Most of the backgrounds use the Unity “Standard” shader, so I wrote a stripped-down version of that, with limited shading and a simulated “pre-rendered” appearance. Some objects are rendered with a special effect shader, such as animated and scrolling textures, so they required a special variation. To simulate the limited texture memory on early 3D platforms I chose to override the MIP level when reading textures, so they look like they are stored at a much lower resolution.
In addition to that I switched off shadows (curse you point-light loving artists!), changed the fog settings to capture that authentic N64 ‘atmospheric experience’ and applied a CRT post effect. Oh, and we capped the frame-rate. It sounds bizarre, but looking ‘old’ and having a higher frame rate looked weird. We settled on 20fps in the end. There was a lot of internal debate: some wanted to go lower than this, but QA Lee isn’t that deserving of such punishment… most days.
Was the CRT filter always a part of the plan?
Yes, that was always the plan. Many people used CRT TVs when playing on their N64s and the screen blurred out the blocky pixels that come from using a lower resolution. A lot of graphics at that time were designed around that effect, so we decided that a CRT filter would be required for an authentic experience.

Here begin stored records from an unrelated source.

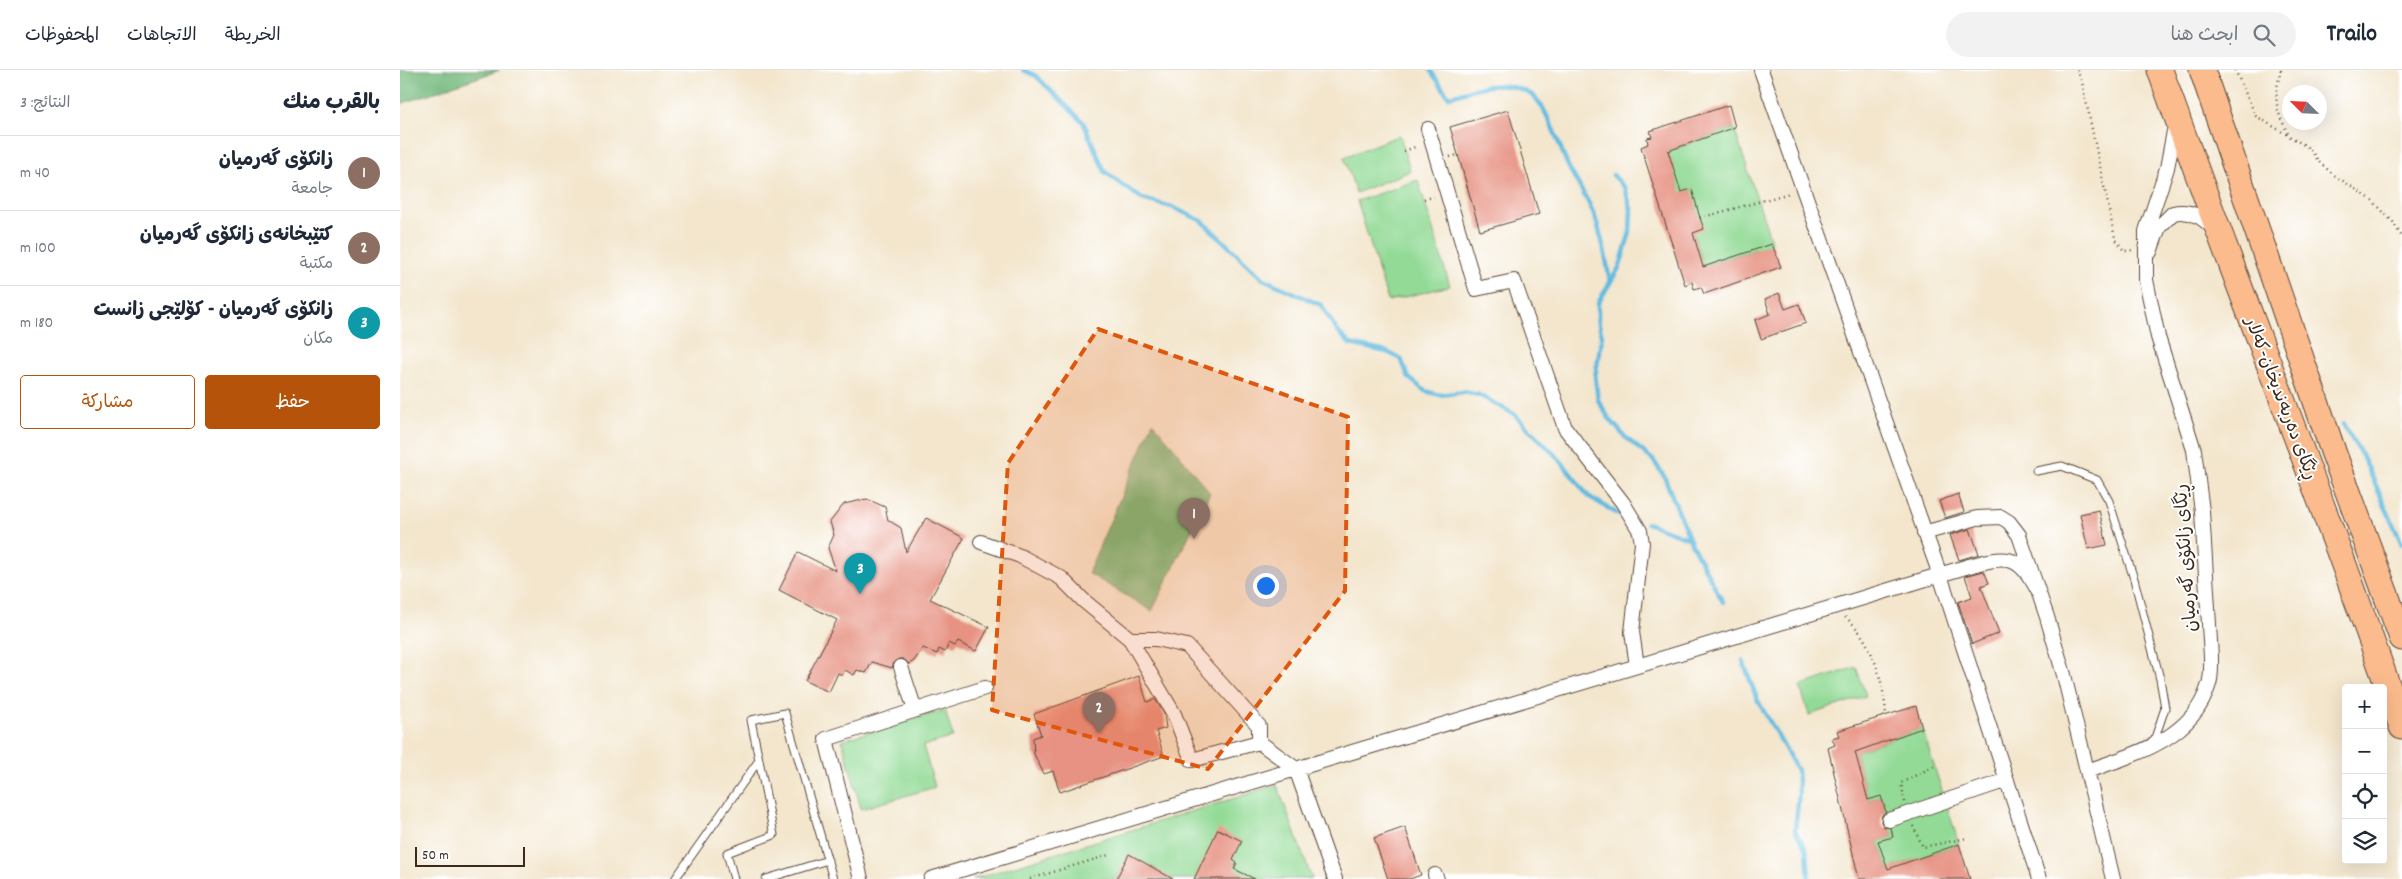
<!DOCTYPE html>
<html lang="ar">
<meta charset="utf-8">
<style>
:root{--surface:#fff;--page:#f2f2f3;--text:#1f2937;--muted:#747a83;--line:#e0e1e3;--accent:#b45309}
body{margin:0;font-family:Dekko,"Playpen Sans Arabic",sans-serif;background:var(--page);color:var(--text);direction:rtl}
.controls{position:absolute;right:15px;bottom:15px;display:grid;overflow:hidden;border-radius:5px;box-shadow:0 5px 20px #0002}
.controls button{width:45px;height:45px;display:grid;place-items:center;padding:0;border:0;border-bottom:1px solid var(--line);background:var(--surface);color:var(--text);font:25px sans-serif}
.compass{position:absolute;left:1882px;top:15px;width:45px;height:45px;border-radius:50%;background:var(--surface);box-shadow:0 5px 20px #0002;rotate:294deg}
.scale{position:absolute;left:15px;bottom:12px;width:110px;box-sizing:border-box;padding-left:5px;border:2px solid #3b2a1e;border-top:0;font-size:14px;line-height:18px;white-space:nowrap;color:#3b2a1e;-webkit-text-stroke:4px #fff;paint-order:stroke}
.you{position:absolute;left:865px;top:515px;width:18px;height:18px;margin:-12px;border:4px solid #fff;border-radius:50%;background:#1a73e8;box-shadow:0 0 0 8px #1a73e833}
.badge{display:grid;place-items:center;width:32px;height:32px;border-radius:50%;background:var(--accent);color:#fff;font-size:16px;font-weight:700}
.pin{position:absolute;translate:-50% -41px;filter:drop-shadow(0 1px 2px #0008)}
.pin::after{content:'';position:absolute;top:26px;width:18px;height:15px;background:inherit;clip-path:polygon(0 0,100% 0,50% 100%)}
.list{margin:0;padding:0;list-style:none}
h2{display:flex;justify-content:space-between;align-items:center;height:65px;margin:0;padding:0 20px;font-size:21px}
h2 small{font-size:16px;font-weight:400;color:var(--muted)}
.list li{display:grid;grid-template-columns:32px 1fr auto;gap:15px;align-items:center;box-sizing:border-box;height:75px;padding:0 20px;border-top:1px solid var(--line)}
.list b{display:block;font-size:19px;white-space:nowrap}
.list p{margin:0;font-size:16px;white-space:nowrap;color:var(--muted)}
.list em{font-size:16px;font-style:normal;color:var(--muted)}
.actions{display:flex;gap:10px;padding:15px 20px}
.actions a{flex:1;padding:11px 0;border:1px solid var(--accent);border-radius:5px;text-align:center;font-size:18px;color:var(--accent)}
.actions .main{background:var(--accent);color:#fff}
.icon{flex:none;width:28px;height:28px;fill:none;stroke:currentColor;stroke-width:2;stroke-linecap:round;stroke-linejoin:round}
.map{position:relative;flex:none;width:2002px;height:809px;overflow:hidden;direction:ltr}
header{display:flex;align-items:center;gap:30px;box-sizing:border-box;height:70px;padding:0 25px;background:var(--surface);border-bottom:1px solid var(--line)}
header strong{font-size:24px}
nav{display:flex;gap:28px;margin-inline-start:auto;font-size:18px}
.search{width:350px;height:45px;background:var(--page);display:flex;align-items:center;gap:12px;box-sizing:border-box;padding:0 18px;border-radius:28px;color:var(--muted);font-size:19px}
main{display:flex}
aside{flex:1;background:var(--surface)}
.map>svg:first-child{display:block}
</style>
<header>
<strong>Trailo</strong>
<div class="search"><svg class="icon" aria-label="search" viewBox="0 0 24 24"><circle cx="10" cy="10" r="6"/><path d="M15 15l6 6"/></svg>ابحث هنا</div>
<nav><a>الخريطة</a><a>الاتجاهات</a><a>المحفوظات</a></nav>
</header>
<main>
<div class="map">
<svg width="2002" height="809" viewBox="0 0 2002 809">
<rect width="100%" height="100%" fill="#fff"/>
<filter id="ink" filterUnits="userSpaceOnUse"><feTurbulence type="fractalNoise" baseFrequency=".02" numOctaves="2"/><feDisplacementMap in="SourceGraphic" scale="10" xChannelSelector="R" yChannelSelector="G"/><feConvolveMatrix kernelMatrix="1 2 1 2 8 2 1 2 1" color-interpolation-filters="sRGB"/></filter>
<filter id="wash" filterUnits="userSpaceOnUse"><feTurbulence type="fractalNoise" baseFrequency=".0096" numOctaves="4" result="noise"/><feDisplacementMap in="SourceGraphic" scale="20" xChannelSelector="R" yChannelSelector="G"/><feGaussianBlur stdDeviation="1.12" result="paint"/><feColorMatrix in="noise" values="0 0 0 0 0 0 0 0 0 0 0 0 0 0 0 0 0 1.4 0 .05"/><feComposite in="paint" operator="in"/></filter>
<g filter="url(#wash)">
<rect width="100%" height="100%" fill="#f3e6cd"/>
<path fill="#92da95" stroke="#66825a" d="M1334,58L1372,174L1303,196L1268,81Z
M1000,65L1010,101L956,123L944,87Z
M1018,110L1050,216L988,231L957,131Z
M1456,597L1466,626L1409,645L1400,616Z
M545,640L553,667L523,676L535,717L461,739L442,670Z
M1522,658L1559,774L1488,799L1478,771L1493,767L1481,726L1468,730L1455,682Z
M877,715L912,809H573Z"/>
<path fill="#75ba7e" stroke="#58724e" d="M0,0H100L0,34Z
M753,352L810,423L752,541L688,503Z"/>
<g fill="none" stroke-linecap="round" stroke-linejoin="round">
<path stroke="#62bbe0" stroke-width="4.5" d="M623,0L636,6L683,52L705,102L742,129L772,137L802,151L863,209L921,235L938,262L950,274L987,282L1001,289L1009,308L1025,321L1040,325L1063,322L1079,325L1114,344L1160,390L1188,426L1223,447
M1030,0L1049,27C1077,17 1105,8 1132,25C1146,34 1161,80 1168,96C1177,113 1188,129 1195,147C1202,168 1207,191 1210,213
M1213,105L1225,118L1231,139L1230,162L1220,196L1198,233V251L1202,266L1195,307L1198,330L1208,347L1225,367L1253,390L1264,406L1292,475L1323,532
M1943,354L1964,389L2002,474
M1247,453L1288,468
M1343,591L1357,629L1397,700L1399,723L1395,760L1407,781L1409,809"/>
</g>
<g id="blocks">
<path fill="#e79282" d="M1329,35L1335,57L1268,81L1281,122L1292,119L1300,148L1304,159L1293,163L1303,197L1372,174L1381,197L1304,224L1301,217L1294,219L1292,212L1285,215L1241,77L1248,74L1247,68L1252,67L1250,61Z
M1108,40L1139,144L1080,161L1050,57Z
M1379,223L1385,239L1399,234L1406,253L1361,269L1355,250L1370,244L1365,229Z
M1558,424L1564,442L1545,448L1539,431Z
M467,429L485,437L488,450L501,458L506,482L526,448L564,468L530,529L589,557L576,581L558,572L555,576L549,573L545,582L539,579L537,584L523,578L514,591L509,594L503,589H499L494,592L492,598L472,592L466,603L457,600L454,605L445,600L442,605L438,603L429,622L405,611L437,550L379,520L398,482L436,501L428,478L434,465L430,452L444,434Z
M1699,440L1707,475L1688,479L1680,444Z
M1570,459L1579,484L1559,490L1550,465Z
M1584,501L1589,513L1581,516L1599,563L1572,574L1558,532L1572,527L1565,506Z
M739,606L747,632L755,629L764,644L766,658L756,661L764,686L660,722L653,701L644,704L634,684L633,668L641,665L634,644Z
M1516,636L1522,658L1455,682L1468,730L1481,726L1486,742L1482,745L1481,752L1484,757L1491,758L1493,767L1478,771L1488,799L1559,774L1570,809H1459L1428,678L1435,675L1432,668L1439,666L1437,661Z
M1005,757L1021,805L1010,809H988L974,768Z
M818,759L842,771L833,790L837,793L834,799L855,809H794Z
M729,784L773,809H716Z"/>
</g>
</g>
<g filter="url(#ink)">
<use href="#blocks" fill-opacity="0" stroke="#574638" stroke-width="1"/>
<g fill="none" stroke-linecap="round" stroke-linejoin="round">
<g stroke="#574638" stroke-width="9">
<path id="lane" d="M1636,401L1662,396L1697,410L1709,431L1734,509L1760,609L1765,638L1753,674
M275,809L359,690
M334,809L327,783L374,765L351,650L385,643L433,809
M366,809L428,790"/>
</g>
<g stroke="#574638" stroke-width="16">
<path id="street" d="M1361,0L1540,505L1639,809
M1028,59L1076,219L1114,211L1165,358L1223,433L1240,461L1242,473L1232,562L1237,596
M1750,182L1759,157L1773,143C1789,139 1803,147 1814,159
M1524,463L1577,448L1601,447L1609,452L1619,465L1647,547L1664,605L1713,809
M581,472L620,486L661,508L684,531L730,569L774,644L792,690L859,672L896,699L935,809
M730,569H756L787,576L859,656V672
M501,597L515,640
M1687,701C1733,685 1792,669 1808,617C1812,608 1811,597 1811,587L1802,441L1794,380L1758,267L1746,210V161L1767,98L1775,56
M1489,750L1607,710
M1035,805L1037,809
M461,809L426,669L585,618
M531,809L1569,496C1605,486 1618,483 1637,519"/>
</g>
<g stroke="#574638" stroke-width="27">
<path id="highway" d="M1760,0C1838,220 1926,436 2002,657
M1802,0L1934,384L2002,568"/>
</g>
<path stroke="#574638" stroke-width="2.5" stroke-dasharray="1 4" stroke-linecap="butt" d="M1677,0L1682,12L1715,168L1724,181L1733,180
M1835,0L1856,46L1909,78L1920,93L1934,105L1972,130L1993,152L2002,167
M1881,0C1873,30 1875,39 1890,67
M1004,81L1018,76
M1050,87L1058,85
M1024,129L1034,127
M1300,148L1390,123
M1445,547C1472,568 1484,613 1486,645
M1505,732L1501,713L1536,695
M1513,756L1523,777L1567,768
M630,809L709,785"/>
<use href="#lane" stroke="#fff" stroke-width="7"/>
<use href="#street" stroke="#fff" stroke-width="14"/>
<use href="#highway" stroke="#fbbb8d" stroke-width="25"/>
</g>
</g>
<path fill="#df570d" fill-opacity="0.2" stroke="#df570d" stroke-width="4" stroke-dasharray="10 6" stroke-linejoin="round" d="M698,259L948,347L945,521L808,699L592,640L608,393Z"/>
<g text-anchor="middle" stroke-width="4" stroke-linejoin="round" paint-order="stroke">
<g font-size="18" fill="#3b2a1e" stroke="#fff">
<text transform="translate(1882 328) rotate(69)" y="6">ڕێگای دەربەندیخان-کەلار</text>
<text transform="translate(1785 488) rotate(-94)" y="6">ڕێگای زانکۆی گەرمیان</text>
</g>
</g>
</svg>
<div class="controls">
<button>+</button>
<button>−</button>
<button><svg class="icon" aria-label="locate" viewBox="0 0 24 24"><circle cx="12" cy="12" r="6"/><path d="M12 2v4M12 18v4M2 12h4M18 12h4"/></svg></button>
<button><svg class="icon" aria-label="layers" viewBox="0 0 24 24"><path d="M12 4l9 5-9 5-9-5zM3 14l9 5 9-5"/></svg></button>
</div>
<svg class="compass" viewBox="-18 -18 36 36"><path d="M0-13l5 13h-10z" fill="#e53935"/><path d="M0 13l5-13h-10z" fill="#747a83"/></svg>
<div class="scale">50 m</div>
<div class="you"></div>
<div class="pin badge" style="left:794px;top:469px;background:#8d6e63">1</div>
<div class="pin badge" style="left:699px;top:663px;background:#8d6e63">2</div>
<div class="pin badge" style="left:460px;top:524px;background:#0f9aa8">3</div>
</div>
<aside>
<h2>بالقرب منك<small>النتائج: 3</small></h2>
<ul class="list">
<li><span class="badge" style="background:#8d6e63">1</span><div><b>زانکۆی گەرمیان</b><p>جامعة</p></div><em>40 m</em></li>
<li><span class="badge" style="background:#8d6e63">2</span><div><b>کتێبخانەی زانکۆی گەرمیان</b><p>مكتبة</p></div><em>100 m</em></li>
<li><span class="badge" style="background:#0f9aa8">3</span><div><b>زانکۆی گەرمیان - کۆلێجی زانست</b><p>مكان</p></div><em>180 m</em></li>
</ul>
<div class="actions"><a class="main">حفظ</a><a>مشاركة</a></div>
</aside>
</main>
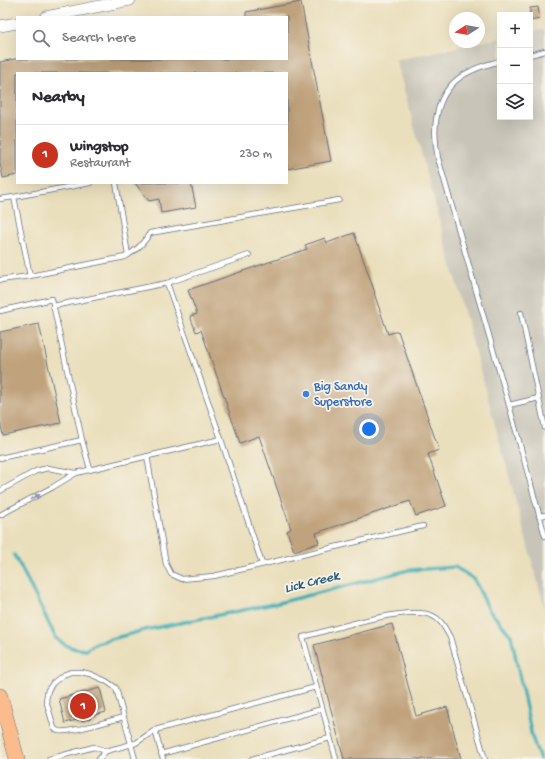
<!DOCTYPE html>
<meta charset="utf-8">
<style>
:root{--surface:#fff;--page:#f7f7f7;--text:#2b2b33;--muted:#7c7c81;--line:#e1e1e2;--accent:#c8321e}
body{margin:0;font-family:"Gochi Hand",sans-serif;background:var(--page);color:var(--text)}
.controls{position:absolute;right:12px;top:12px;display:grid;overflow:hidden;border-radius:0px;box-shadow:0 4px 16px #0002}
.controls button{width:36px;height:36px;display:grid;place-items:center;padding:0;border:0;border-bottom:1px solid var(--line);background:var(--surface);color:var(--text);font:20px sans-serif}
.compass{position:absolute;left:449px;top:12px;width:36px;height:36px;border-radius:50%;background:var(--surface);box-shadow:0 4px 16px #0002;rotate:259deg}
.you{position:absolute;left:369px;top:429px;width:14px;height:14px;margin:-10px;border:3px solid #fff;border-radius:50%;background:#1a73e8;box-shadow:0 0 0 6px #1a73e833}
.badge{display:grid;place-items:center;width:26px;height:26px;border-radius:50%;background:var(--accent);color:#fff;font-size:13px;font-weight:700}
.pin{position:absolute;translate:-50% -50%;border:2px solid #fff;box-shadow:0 1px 4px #0006}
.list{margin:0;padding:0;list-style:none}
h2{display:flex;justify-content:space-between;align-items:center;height:52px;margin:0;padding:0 16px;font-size:17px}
h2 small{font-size:13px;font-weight:400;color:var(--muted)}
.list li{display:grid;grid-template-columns:26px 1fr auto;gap:12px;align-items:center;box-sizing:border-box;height:60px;padding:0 16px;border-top:1px solid var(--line)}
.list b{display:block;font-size:15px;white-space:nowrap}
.list p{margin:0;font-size:13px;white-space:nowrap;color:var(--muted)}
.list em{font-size:13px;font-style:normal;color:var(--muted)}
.icon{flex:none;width:22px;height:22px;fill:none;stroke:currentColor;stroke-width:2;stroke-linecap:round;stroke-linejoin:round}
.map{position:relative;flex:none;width:545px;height:759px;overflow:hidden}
.search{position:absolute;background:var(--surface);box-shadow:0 4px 16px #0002;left:16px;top:16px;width:272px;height:44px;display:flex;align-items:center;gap:10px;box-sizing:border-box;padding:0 14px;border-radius:0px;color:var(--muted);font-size:15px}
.panel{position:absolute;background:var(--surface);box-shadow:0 4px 16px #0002;left:16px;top:72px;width:272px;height:112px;border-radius:0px}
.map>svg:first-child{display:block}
.industrial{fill:#c8c4b8}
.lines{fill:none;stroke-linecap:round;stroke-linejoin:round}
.stream{stroke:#3caeb6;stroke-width:3.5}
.building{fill:#c0a27c}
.service-casing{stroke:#636d7f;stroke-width:6}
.tertiary-casing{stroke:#636d7f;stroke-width:12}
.primary-casing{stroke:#636d7f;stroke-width:16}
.service{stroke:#fff;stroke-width:4.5}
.tertiary{stroke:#fff;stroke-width:11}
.primary{stroke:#fbbb8c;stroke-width:15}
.oneway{fill:#8d97ae}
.shop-dot{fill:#3f7fe0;stroke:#f7f3e8;stroke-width:1.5}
.labels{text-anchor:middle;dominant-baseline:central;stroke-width:3.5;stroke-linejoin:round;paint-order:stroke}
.shop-label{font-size:13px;fill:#366cbe;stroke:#f7f3e8;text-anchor:start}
.water-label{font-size:14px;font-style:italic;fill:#275b7d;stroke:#f7f3e8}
</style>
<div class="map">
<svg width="545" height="759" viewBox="0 0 545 759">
<rect width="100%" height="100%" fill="#f7f3e8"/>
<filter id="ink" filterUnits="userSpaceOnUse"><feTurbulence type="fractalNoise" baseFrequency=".025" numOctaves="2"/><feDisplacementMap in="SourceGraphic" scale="8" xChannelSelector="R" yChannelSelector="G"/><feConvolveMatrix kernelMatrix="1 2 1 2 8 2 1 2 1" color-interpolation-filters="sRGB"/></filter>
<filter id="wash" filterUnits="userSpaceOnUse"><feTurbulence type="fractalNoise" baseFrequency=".012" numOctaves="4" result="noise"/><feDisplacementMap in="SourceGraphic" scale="16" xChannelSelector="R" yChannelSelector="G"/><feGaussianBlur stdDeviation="0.9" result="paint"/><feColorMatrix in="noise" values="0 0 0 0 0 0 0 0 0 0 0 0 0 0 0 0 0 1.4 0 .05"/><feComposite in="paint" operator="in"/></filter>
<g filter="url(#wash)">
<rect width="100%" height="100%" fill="#eadfbc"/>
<polygon class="industrial" points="545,29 545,609 396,60 500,38 500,117 530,117 530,32"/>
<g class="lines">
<path class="stream" d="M14 555 21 567 56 638C66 647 73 649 86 650L96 643 145 630 278 603 409 570 455 567 474 579 489 610 511 635 532 737 540 759"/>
</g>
<g id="blocks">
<g class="building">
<polygon points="301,2 331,161 287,169 287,73 17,73 17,175 3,178 0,164 0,62 15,59 287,59 287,17 246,17 246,12"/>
<polygon points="538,7 540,19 530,21 530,8"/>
<polygon points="135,183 191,183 196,207 161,213 159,199 149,201"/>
<polygon points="354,233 375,293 374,293 388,334 398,331 439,450 428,454 446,506 416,516 410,501 316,533 319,543 294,551 287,531 291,529 259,436 240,443 201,330 196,332 190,316 197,314 188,290 307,249 305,245 325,238 327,243"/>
<polygon points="39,324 61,423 3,435 0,422 0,332"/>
<polygon points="392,624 416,716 447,707 461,759 344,759 314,645"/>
<polygon points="100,688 106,712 91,716 91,718 82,721 81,719 65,723 59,699"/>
</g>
</g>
</g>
<g filter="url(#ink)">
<use href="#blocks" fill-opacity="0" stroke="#636d7f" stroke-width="1"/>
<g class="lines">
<g class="service-casing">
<g id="service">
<polyline points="530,55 545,51"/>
<path d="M500 61C490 64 480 66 471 71 436 87 431 124 438 158L509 405 545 536"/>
<polyline points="116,183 128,255"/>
<polyline points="0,199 14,197"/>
<polyline points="30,276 14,197 90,183"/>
<path d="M0 280 30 276 125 257C138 249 142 245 150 233L339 200"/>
<polyline points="53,306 167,283"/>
<polyline points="0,311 52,299 82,440 0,458"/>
<polyline points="521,313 545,428"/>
<polyline points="509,405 539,398"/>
<polyline points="221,439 262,564"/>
<polyline points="82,440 90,469"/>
<polyline points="147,456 166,564 171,574 182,579 214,576 423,526"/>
<polyline points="76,473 221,439 167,283 249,255"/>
<polyline points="0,491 36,471 48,468 76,473 53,487 0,515"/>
<polyline points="539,516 545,515"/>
<path d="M124 717C112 720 68 734 59 731 57 731 55 729 54 728L46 700 48 690 53 683 63 675 71 672H81L90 674 106 681 116 688 135 759"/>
<polyline points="155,730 163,759"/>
<polyline points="161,754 322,709"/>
<polyline points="49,759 94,747 106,751 136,743 155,730 316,687"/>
<polyline points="99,759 106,751"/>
<polyline points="252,759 330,738"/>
<path d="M336 759 303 637C330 630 410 604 433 616 442 620 445 629 450 637L485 759"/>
</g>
</g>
<g class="tertiary-casing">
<g id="tertiary">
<polyline points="46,17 130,0"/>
<polyline points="0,26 17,23"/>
</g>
</g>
<g class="primary-casing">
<polyline id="primary" points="0,696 17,759"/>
</g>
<use href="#service" class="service"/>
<use href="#tertiary" class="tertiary"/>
<use href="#primary" class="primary"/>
</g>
<defs><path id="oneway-solid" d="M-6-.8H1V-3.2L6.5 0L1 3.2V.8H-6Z"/></defs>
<use class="oneway" href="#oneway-solid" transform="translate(35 497) rotate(-27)"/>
</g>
<circle class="shop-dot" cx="306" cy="394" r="4"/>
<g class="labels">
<g class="shop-label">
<text x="314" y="387">Big Sandy<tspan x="314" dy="15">Superstore</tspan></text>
</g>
<g class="water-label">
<text transform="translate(312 583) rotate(-14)">Lick Creek</text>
</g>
</g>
</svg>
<div class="controls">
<button>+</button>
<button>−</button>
<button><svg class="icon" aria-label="layers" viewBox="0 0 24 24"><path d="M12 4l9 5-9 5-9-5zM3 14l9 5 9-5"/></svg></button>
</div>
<svg class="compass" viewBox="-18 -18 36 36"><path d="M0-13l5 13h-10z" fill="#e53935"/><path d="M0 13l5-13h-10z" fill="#7c7c81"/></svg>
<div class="you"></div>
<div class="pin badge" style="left:83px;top:706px">1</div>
<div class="search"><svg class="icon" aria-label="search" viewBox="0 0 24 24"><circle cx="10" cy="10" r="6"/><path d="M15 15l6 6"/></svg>Search here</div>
<section class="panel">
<h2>Nearby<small></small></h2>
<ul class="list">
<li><span class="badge">1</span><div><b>Wingstop</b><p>Restaurant</p></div><em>230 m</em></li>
</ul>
</section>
</div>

We’re aware that some people have requested the ability to turn the CRT filter on and off, however this wouldn’t be a simple thing to implement as it requires additional art (UI), design and test work. We also feel it significantly reduces the quality of the rest of the 64-bit Tonic, so we’ve opted out of doing so.
Is there something you wanted to do which didn’t work out or had to be changed?
I originally wanted to use the “Replacement Shader” feature in Unity, but found that it was far too slow, so instead I replaced all shaders on all required materials when the player switches into 64-Bit mode. This was significantly more work to program, but making things speedier was worth it.
What were the biggest challenges you faced?
The biggest challenge was writing 64-bit approximations of the various special effect shaders, and making sure that various scripted changes still worked correctly. Circumnavigating individual platform bugs/glitches, performance on console and avoiding projectiles thrown at me by Lee are worthy mentions too.
What aspect of the 64-bit Tonic makes you particularly proud?
We are using a layered shader for a lot of the terrain, which blends smoothly between different ground materials. The 64-bit version of that shader just picks the material with the highest weight, which gives a surprisingly effective low-poly look on things like paths or grass patches.